DPGAs (digitally programmable-gain amplifiers) are handy signal-processing components whenever ADCs must acquire signals with a wide dynamic range. Without the ability to accommodate input-signal amplitude to match and efficiently use ADC span, low-level inputs may not be digitized with adequate resolution, and high-level inputs may overrange the ADC and be lost altogether.

Currently available DPGA designs typically incorporate a multiplying DAC into an op-amp-feedback loop, so that the input code to the multiplying DAC sets the amplifier’s closed-loop gain. Several available monolithic DPGAs, such as Linear Technology’s LTC6910 and National Semiconductor’s LMP8100, employ this topology. But the DPGA’s digital-gain-control bits are sometimes inconvenient to provide, and these devices’ output span may be inadequate, for example, to interface to ±10V ADC-input spans. Also, the resolution of these devices’ available gain settings is usually coarse—for example, 2-to-1 per gain step—and their power consumption is sometimes large. In contrast, this Design Idea describes a new DPGA that employs the concept of the divergent-exponential curve.

No waveform is simpler or more familiar than the e^–t/RC-convergent exponential—the asymptotic discharge to zero of an elementary RC circuit initially charged to the input voltage, V_IN, in which V=V_IN/2 at t=T=log_e(2)RC, V_IN/4 at t=2T, V_IN/8 at 3T, and so forth. Less familiar, but just as simple, is the behavior of the same RC topology when you replace R with an active circuit that synthesizes a negative resistance (Figure 1). Replacing R with –R makes the RC time constant negative: –RC and the waveform function yield the divergent exponential, V_IN×e^+t/RC. Then, instead of converging to zero, the waveform diverges theoretically to infinity, and V=2V_IN at t=T, 4V_IN at 2T, 8V_IN at 3T, and so forth. Therefore, no matter how small the input voltage might be, you can amplify it as much as you desire to any voltage by simply waiting the right amount of time=t=log₂(V/V_IN)T after starting the negative discharge.

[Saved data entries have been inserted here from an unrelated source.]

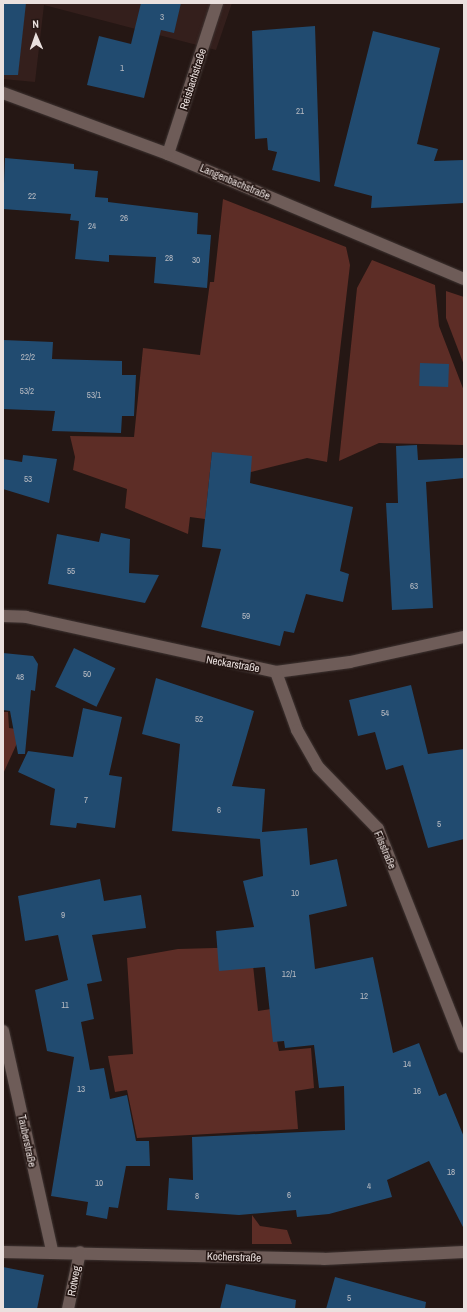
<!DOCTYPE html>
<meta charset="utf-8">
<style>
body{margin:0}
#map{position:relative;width:467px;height:1312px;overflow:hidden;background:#251714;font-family:"Archivo Narrow",sans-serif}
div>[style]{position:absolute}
.built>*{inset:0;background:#341f1c}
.green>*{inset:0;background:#5d2d26}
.building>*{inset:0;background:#214b70;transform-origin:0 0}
.roads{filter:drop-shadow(0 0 1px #3e3432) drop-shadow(0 0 1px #3e3432)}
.minor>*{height:12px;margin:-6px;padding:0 6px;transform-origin:6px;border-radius:6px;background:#6e5c58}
span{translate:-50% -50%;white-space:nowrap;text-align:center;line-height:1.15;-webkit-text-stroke:3.5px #251714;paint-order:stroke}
.number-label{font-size:9px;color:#b8bbc2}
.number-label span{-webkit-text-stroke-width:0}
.street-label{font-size:11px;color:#eae0de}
.frame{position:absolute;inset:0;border:4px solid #eae0de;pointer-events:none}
.north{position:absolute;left:16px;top:16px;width:40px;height:40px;-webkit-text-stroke:3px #251714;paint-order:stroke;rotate:358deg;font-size:11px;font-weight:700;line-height:16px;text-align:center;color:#eae0de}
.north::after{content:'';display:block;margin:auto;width:14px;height:18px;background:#eae0de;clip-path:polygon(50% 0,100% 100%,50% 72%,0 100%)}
</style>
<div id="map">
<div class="built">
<i style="clip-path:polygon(3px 3px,232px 3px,216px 50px,44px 5px,35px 82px,3px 79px)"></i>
</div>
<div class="green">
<i style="clip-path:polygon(223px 199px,346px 247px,350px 265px,327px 462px,307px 458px,251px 472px,212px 452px,205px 519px,190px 517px,188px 534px,125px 508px,127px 489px,73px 470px,75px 457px,70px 436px,134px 437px,143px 348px,200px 355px,210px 282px,214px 282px)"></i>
<i style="clip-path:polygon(372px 260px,435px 285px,439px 326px,464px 391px,464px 445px,379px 443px,339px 461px,357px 288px)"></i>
<i style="clip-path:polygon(446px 291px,464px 297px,464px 365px,446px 318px)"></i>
<i style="clip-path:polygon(3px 712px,8px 712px,9px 728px,23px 730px,3px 774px)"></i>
<i style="clip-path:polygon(251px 947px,258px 1011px,271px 1009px,279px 1051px,311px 1048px,314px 1088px,295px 1091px,298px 1129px,137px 1138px,127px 1090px,115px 1092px,108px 1056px,133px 1054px,127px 958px,178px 949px)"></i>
<i style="clip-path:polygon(252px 1215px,260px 1226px,287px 1230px,292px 1244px,252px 1244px)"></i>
</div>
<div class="building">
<i style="clip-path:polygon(3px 3px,26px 3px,18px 75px,3px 75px)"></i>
<i style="clip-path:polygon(141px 3px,181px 3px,174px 33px,161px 30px,144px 98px,87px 85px,99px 36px,131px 44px)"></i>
<i style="clip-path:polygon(315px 26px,320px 182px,272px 170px,277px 152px,268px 150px,267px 138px,255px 139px,252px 31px)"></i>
<i style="clip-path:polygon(373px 31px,440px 48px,417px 144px,438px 149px,434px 161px,464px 160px,464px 203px,371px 208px,372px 196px,334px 186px)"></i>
<i style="clip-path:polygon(5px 158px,74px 164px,74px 169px,98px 171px,95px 197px,108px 198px,108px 202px,198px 213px,197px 234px,211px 235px,207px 288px,154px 283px,156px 257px,109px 255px,109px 262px,75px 259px,79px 221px,70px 220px,71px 214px,3px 209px)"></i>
<i style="clip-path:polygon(3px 340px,53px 342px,52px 359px,122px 361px,122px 375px,136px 375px,134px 416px,122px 416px,121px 433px,52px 431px,55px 411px,3px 409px)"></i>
<i style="left:420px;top:363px;width:29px;height:23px;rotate:2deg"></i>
<i style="clip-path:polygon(417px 445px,418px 460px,464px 458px,464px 478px,426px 482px,433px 608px,392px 610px,386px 503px,398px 503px,396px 446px)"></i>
<i style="clip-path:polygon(212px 452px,252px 456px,250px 483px,353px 507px,340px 571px,349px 574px,343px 602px,306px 594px,294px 633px,284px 631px,280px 646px,201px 627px,221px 549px,202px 547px)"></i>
<i style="clip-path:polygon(23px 455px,57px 459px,49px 503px,3px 489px,3px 459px,22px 462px)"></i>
<i style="clip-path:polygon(101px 533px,130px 539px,129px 573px,159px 575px,145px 603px,48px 584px,57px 534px,99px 542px)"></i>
<i style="left:74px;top:648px;width:46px;height:43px;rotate:26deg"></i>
<i style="clip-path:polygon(3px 653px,33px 656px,38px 664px,35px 691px,31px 690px,25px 754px,18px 754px,10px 711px,3px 710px)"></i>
<i style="clip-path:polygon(156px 678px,254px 711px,232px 786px,265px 789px,262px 832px,307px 828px,310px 865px,337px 859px,347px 906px,309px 915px,315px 969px,373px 957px,393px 1053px,419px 1043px,439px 1096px,446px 1093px,464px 1137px,464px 1229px,429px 1161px,387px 1180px,392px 1197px,329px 1214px,297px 1217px,296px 1210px,239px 1215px,167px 1210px,169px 1178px,193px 1180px,192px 1137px,345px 1130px,344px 1086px,319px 1088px,314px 1045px,285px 1048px,284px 1041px,273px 1042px,265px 967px,219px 971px,216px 931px,254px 927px,243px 881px,263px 876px,260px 839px,172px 831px,180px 744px,142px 734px)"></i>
<i style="clip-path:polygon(411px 685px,428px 754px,464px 749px,464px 839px,428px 848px,403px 765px,386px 770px,375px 732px,358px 736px,349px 700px)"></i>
<i style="clip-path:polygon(83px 708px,122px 717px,109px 775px,122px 777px,115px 828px,77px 823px,76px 828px,50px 825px,55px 789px,18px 772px,28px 751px,73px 757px)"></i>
<i style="clip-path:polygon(100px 879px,104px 901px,141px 895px,146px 928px,92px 935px,102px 981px,87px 984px,94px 1019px,81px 1022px,90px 1070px,104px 1068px,110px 1099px,127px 1095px,136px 1141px,149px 1141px,150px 1166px,126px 1166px,118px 1208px,109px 1207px,107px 1219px,86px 1215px,88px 1202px,51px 1196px,74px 1057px,47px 1051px,35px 990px,68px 980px,58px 935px,25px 941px,18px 896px)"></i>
<i style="clip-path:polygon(3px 1267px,44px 1275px,37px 1309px,3px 1309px)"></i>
<i style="clip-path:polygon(335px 1277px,426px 1302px,425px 1309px,326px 1309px)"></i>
<i style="clip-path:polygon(226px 1284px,296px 1300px,295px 1309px,220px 1309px)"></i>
</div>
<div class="roads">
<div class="minor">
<i style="left:3px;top:93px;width:176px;rotate:20.3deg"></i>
<i style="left:168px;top:154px;width:321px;rotate:22.9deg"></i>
<i style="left:168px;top:154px;width:159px;rotate:-72deg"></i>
<i style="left:3px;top:616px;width:23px;rotate:2deg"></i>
<i style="left:26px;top:617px;width:256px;rotate:12.4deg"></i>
<i style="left:276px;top:672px;width:75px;rotate:-7.7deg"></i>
<i style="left:350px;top:662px;width:117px;rotate:-12.4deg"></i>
<i style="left:276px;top:672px;width:62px;rotate:70.1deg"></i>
<i style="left:297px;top:730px;width:43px;rotate:60.4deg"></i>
<i style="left:318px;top:767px;width:86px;rotate:45.9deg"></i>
<i style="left:378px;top:829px;width:234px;rotate:68.5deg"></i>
<i style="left:3px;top:1031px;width:225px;rotate:77.4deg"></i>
<i style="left:3px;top:1252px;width:321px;rotate:1.2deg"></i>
<i style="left:324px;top:1259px;width:140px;rotate:-2.9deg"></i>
<i style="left:68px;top:1309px;width:58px;rotate:-78.1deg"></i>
</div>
</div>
<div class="number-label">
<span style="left:162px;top:17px">3</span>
<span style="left:122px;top:68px">1</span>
<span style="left:300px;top:111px">21</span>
<span style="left:32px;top:196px">22</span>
<span style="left:124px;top:218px">26</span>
<span style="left:92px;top:226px">24</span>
<span style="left:169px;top:258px">28</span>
<span style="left:196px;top:260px">30</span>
<span style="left:28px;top:357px">22/2</span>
<span style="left:27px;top:391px">53/2</span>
<span style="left:94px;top:395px">53/1</span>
<span style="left:28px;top:479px">53</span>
<span style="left:71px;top:571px">55</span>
<span style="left:414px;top:586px">63</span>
<span style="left:246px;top:616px">59</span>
<span style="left:87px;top:674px">50</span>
<span style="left:20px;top:677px">48</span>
<span style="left:385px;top:713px">54</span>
<span style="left:199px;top:719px">52</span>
<span style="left:86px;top:800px">7</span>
<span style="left:219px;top:810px">6</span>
<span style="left:439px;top:824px">5</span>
<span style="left:295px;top:893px">10</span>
<span style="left:63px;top:915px">9</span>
<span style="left:289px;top:974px">12/1</span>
<span style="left:364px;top:996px">12</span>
<span style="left:65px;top:1005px">11</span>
<span style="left:407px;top:1064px">14</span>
<span style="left:81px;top:1089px">13</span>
<span style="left:417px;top:1091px">16</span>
<span style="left:451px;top:1172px">18</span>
<span style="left:99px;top:1183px">10</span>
<span style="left:369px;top:1186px">4</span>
<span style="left:289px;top:1195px">6</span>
<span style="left:197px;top:1196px">8</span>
<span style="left:349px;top:1298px">5</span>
</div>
<div class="street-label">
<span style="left:193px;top:79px;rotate:-72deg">Reisbachstraße</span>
<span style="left:235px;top:182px;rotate:23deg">Langenbachstraße</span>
<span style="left:233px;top:664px;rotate:10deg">Neckarstraße</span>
<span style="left:385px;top:850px;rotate:67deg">Filsstraße</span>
<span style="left:27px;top:1141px;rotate:78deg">Tauberstraße</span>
<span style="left:234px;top:1257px;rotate:2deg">Kocherstraße</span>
<span style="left:74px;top:1281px;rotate:-79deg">Rotweg</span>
</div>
<div class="frame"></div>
<div class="north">N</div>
</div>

The divergent-exponential and negative time constants are the core concepts of the DENT (divergent-exponential-negative-time-constant) DPGA topology (Figure 2). When the amplify/-control bit goes to logic one, the two-times-noninverting gain of the op-amp follower creates a negative time constant: –(R+1R_ON)(C+C_STRAY)=–14.4 µsec, where R_ON is the on-resistance of the CMOS switch, and C_STRAY is the parasitic capacitance surrounding C (Figure 3). It also creates a diverging exponential: V_OUT(t)=V_IN×2^{(t/10 µsec+1)}. Thus, gain=2^{(t/10 µsec+1)}. The 1-µsec timing resolution in the amplify-control bit provides 1.07-to-1=0.6 dB=33 steps/decade gain-programming resolution. Figure 4 graphs the voltage gain versus the time elapsed since the track/amplify-logic transition.

Unlike monolithic PGAs, DENT uses discrete components, such as op amps and switches, so it can easily accommodate parameters such as I/O-voltage spans—negative inputs and 10V amplitudes—by choosing appropriate parts and power supplies. The accuracy and repeatability of the timing of exponential generation, ADC sampling, and RC-time-constant stability limit the practical performance of the amplifier in gain-programming accuracy and jitter. In the sample circuit, with T=14.4 µsec, 1 nsec of amplify-timing error or jitter equates to 0.007% of gain-programming error. Fortunately, the near ubiquity of programmable timer/counter hardware in popular microcontroller and data-acquisition peripherals usually makes the digital generation of a precisely repeatable amplify/track control an easy matter. On the analog side, possibilities exist for self-calibration algorithms that preserve gain-setting accuracy and relax RC-component-precision requirements, but they lie beyond the scope of this Design Idea.